In an earlier post, 24700 discovered that a CalArts alumna Allison Schulnik (BFA Film/Video 00) created a short film and music video Forest (2009) for the band Grizzly Bear. The video has been garnering a lot of attention at various film festivals. We wanted to find out a little bit more about Shulnik's work and influences, and she graciously agreed to an e-mail interview.
24700: You studied experimental animation at CalArts. How does that skill set transfer into other media (painting, sculpture) for you?
AS: It's all really the same to me. I approach it all the same way. Animation just takes a lot longer. It directly influences the painting and sculpture, and vice versa. It's like a big incestuous blob of art.
24700: Is there a central theme to your current work?
AS: I seem to be drawn to the forlorn reject. But I'm also intrigued by the brilliant and foolish genius outcast. The animal-like human, and human-like animal. I like drama and sap. I like over-indulgence in material, but also abstention. Control in chaos. The hand-made. I like to make something from nothing.
24700: Can you tell us about the genesis of the Hobo and the Clown?

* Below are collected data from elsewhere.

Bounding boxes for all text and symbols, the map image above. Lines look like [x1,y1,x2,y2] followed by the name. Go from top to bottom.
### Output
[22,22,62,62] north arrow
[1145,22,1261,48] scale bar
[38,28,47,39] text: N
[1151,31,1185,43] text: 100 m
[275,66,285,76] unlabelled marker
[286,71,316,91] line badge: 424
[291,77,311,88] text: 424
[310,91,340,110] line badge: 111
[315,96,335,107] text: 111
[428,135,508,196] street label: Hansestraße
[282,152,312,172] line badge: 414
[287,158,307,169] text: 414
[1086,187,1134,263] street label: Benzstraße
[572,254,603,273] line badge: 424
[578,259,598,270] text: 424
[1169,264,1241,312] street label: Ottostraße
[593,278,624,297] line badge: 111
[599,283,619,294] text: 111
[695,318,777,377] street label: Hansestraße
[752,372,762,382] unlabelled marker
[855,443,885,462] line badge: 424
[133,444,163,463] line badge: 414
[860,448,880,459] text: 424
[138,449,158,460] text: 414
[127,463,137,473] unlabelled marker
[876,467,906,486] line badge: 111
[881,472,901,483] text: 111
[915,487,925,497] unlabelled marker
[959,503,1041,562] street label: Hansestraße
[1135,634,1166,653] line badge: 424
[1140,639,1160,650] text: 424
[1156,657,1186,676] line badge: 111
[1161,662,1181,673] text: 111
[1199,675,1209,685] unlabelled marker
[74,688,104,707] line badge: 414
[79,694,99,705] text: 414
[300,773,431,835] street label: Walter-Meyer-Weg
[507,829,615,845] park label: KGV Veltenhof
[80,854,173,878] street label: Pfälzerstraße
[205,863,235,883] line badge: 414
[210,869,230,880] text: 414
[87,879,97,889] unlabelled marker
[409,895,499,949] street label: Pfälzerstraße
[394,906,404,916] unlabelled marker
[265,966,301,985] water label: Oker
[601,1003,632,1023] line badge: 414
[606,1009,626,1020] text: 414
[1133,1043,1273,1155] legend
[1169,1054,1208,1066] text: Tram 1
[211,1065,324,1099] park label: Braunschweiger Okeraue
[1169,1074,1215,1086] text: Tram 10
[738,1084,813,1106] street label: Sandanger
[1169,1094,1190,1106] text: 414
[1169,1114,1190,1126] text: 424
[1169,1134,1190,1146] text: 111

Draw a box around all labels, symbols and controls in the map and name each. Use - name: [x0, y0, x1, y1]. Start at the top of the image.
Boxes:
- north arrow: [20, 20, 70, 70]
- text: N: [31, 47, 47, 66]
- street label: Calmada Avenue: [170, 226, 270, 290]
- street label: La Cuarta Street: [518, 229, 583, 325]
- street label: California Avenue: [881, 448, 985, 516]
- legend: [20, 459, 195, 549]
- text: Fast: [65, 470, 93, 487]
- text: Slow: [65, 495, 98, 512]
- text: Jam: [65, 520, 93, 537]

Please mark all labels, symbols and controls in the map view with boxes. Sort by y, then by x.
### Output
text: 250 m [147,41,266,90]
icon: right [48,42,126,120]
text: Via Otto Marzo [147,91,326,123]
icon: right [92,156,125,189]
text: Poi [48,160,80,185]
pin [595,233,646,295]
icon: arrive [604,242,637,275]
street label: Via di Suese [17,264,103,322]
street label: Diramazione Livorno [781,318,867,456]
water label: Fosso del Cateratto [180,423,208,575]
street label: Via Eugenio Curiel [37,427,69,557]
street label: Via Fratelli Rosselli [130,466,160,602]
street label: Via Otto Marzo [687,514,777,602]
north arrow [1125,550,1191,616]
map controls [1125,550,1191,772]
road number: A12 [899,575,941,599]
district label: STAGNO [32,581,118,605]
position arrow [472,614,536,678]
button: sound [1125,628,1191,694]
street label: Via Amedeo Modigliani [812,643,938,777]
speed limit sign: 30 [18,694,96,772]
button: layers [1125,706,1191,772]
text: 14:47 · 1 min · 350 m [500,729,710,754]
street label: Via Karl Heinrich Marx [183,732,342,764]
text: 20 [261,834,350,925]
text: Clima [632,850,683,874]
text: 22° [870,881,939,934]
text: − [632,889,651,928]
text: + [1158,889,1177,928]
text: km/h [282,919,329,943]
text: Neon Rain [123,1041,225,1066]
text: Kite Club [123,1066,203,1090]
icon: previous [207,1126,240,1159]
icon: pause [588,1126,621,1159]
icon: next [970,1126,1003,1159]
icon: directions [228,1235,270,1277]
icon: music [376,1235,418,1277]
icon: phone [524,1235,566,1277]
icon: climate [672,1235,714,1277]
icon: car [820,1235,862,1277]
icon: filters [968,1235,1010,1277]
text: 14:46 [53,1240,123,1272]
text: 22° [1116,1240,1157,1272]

AS: They just started to appear in my drawings. I drew Hobo Clown one day. My studio and living space used to be in the heart of Skid Row (in Los Angeles). I came across a lot of amazing transient people on my everyday walk to my studio. I'm sure that seeped into my sub-conscious. But they also come from myself, people around me. I'm sure there's a lot of self-portraiture going on. Isn't that a saying, 'All art is self-portraiture?' There's a vagrant pigeon wrangler on the corner of Alvarado off the 101 freeway that I started drawing as Bird Hobo, he became Long Hair Hobo. I also love the theatrical hobo, the macabre and sad tramp. However, to me they are more from the fantastical, than any reality we know.
24700: How did you hook up with Grizzly Bear for their video? And did your film come first or did they commission you?
AS: I made a clay film Hobo Clown in 2008 (posted above). I asked them for permission to use their music for it. They graciously said yes. One year later they asked me to make a video for their next album. I was starting a new film, and it was a perfect match for the song they wanted me to use, "Ready, Able." Forest was the outcome, and I think of it as a film dedicated to their song.
24700: Is there a particular artist that inspires you or influences your work?
AS: There are so many. I couldn't possibly name only one. Philip Guston, Basil Wolverton, Bruce Bickford, Terry Gilliam, James Ensor, Alice Neel, Rembrandt, Frank Frazetta, Jan Svankmajer, Eric Yahnker...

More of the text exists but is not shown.